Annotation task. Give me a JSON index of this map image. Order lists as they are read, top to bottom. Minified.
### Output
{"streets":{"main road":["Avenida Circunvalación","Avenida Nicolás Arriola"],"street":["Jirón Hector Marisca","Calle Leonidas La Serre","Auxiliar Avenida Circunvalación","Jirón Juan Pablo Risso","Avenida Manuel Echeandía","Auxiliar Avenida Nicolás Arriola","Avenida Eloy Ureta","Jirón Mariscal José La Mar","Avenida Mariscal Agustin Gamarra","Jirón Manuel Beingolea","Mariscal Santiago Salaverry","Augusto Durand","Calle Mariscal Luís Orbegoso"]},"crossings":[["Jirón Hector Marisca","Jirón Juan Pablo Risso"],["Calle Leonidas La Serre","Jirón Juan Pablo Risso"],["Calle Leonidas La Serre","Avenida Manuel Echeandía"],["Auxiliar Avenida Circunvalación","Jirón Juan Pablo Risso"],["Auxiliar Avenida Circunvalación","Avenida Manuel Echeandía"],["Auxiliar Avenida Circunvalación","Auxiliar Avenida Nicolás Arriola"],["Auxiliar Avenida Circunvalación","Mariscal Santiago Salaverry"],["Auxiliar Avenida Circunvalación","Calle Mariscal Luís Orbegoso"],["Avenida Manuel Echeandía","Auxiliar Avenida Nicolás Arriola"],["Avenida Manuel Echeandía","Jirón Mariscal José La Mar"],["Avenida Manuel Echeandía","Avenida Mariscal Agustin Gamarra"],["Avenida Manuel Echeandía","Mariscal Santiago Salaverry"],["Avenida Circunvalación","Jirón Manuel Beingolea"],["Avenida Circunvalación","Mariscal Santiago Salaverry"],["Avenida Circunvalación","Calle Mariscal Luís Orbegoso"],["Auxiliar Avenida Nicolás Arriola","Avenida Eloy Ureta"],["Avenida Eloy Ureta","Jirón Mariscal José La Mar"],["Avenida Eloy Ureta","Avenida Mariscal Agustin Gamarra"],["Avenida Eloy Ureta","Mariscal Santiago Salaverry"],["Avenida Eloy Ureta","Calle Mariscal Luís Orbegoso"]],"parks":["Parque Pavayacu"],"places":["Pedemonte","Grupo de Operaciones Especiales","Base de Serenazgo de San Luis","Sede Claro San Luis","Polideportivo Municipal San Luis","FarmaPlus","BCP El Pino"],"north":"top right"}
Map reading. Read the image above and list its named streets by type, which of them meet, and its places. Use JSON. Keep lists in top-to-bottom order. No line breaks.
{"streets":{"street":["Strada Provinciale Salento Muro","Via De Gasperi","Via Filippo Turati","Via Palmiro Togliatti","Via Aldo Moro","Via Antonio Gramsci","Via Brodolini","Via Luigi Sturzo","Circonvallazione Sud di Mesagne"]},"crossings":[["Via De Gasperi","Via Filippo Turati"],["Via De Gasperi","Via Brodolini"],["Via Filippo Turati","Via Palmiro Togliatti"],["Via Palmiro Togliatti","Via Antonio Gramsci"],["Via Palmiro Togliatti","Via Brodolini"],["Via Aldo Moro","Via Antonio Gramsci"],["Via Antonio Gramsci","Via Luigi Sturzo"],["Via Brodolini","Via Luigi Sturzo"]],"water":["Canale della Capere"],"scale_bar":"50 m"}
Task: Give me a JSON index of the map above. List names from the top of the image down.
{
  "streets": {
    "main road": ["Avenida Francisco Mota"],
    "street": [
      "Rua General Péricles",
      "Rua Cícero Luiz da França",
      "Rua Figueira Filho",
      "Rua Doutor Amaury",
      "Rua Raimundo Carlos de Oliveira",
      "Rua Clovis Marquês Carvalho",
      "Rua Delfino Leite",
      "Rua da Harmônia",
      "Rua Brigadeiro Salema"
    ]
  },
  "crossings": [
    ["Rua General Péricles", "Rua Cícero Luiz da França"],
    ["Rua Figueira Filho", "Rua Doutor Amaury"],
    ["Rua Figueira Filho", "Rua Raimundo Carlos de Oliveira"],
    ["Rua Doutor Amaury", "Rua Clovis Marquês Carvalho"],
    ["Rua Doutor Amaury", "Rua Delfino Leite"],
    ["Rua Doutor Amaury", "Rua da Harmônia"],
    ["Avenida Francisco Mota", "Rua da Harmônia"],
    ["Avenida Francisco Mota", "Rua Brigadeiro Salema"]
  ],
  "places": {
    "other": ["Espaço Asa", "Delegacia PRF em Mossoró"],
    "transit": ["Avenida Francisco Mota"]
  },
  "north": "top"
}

◆ **GOAL OF THE EXERCISE**:
Put down each entry again, unchanged and complete.

◆ **RESULT OF THE EXERCISE**:
Annotation task. Give me a JSON index of this map image. Order lists as they are read, top to bottom. Minified.
### Output
{"streets":{"main road":["Avenida Circunvalación","Avenida Nicolás Arriola"],"street":["Jirón Hector Marisca","Calle Leonidas La Serre","Auxiliar Avenida Circunvalación","Jirón Juan Pablo Risso","Avenida Manuel Echeandía","Auxiliar Avenida Nicolás Arriola","Avenida Eloy Ureta","Jirón Mariscal José La Mar","Avenida Mariscal Agustin Gamarra","Jirón Manuel Beingolea","Mariscal Santiago Salaverry","Augusto Durand","Calle Mariscal Luís Orbegoso"]},"crossings":[["Jirón Hector Marisca","Jirón Juan Pablo Risso"],["Calle Leonidas La Serre","Jirón Juan Pablo Risso"],["Calle Leonidas La Serre","Avenida Manuel Echeandía"],["Auxiliar Avenida Circunvalación","Jirón Juan Pablo Risso"],["Auxiliar Avenida Circunvalación","Avenida Manuel Echeandía"],["Auxiliar Avenida Circunvalación","Auxiliar Avenida Nicolás Arriola"],["Auxiliar Avenida Circunvalación","Mariscal Santiago Salaverry"],["Auxiliar Avenida Circunvalación","Calle Mariscal Luís Orbegoso"],["Avenida Manuel Echeandía","Auxiliar Avenida Nicolás Arriola"],["Avenida Manuel Echeandía","Jirón Mariscal José La Mar"],["Avenida Manuel Echeandía","Avenida Mariscal Agustin Gamarra"],["Avenida Manuel Echeandía","Mariscal Santiago Salaverry"],["Avenida Circunvalación","Jirón Manuel Beingolea"],["Avenida Circunvalación","Mariscal Santiago Salaverry"],["Avenida Circunvalación","Calle Mariscal Luís Orbegoso"],["Auxiliar Avenida Nicolás Arriola","Avenida Eloy Ureta"],["Avenida Eloy Ureta","Jirón Mariscal José La Mar"],["Avenida Eloy Ureta","Avenida Mariscal Agustin Gamarra"],["Avenida Eloy Ureta","Mariscal Santiago Salaverry"],["Avenida Eloy Ureta","Calle Mariscal Luís Orbegoso"]],"parks":["Parque Pavayacu"],"places":["Pedemonte","Grupo de Operaciones Especiales","Base de Serenazgo de San Luis","Sede Claro San Luis","Polideportivo Municipal San Luis","FarmaPlus","BCP El Pino"],"north":"top right"}
Map reading. Read the image above and list its named streets by type, which of them meet, and its places. Use JSON. Keep lists in top-to-bottom order. No line breaks.
{"streets":{"street":["Strada Provinciale Salento Muro","Via De Gasperi","Via Filippo Turati","Via Palmiro Togliatti","Via Aldo Moro","Via Antonio Gramsci","Via Brodolini","Via Luigi Sturzo","Circonvallazione Sud di Mesagne"]},"crossings":[["Via De Gasperi","Via Filippo Turati"],["Via De Gasperi","Via Brodolini"],["Via Filippo Turati","Via Palmiro Togliatti"],["Via Palmiro Togliatti","Via Antonio Gramsci"],["Via Palmiro Togliatti","Via Brodolini"],["Via Aldo Moro","Via Antonio Gramsci"],["Via Antonio Gramsci","Via Luigi Sturzo"],["Via Brodolini","Via Luigi Sturzo"]],"water":["Canale della Capere"],"scale_bar":"50 m"}
Task: Give me a JSON index of the map above. List names from the top of the image down.
{
  "streets": {
    "main road": ["Avenida Francisco Mota"],
    "street": [
      "Rua General Péricles",
      "Rua Cícero Luiz da França",
      "Rua Figueira Filho",
      "Rua Doutor Amaury",
      "Rua Raimundo Carlos de Oliveira",
      "Rua Clovis Marquês Carvalho",
      "Rua Delfino Leite",
      "Rua da Harmônia",
      "Rua Brigadeiro Salema"
    ]
  },
  "crossings": [
    ["Rua General Péricles", "Rua Cícero Luiz da França"],
    ["Rua Figueira Filho", "Rua Doutor Amaury"],
    ["Rua Figueira Filho", "Rua Raimundo Carlos de Oliveira"],
    ["Rua Doutor Amaury", "Rua Clovis Marquês Carvalho"],
    ["Rua Doutor Amaury", "Rua Delfino Leite"],
    ["Rua Doutor Amaury", "Rua da Harmônia"],
    ["Avenida Francisco Mota", "Rua da Harmônia"],
    ["Avenida Francisco Mota", "Rua Brigadeiro Salema"]
  ],
  "places": {
    "other": ["Espaço Asa", "Delegacia PRF em Mossoró"],
    "transit": ["Avenida Francisco Mota"]
  },
  "north": "top"
}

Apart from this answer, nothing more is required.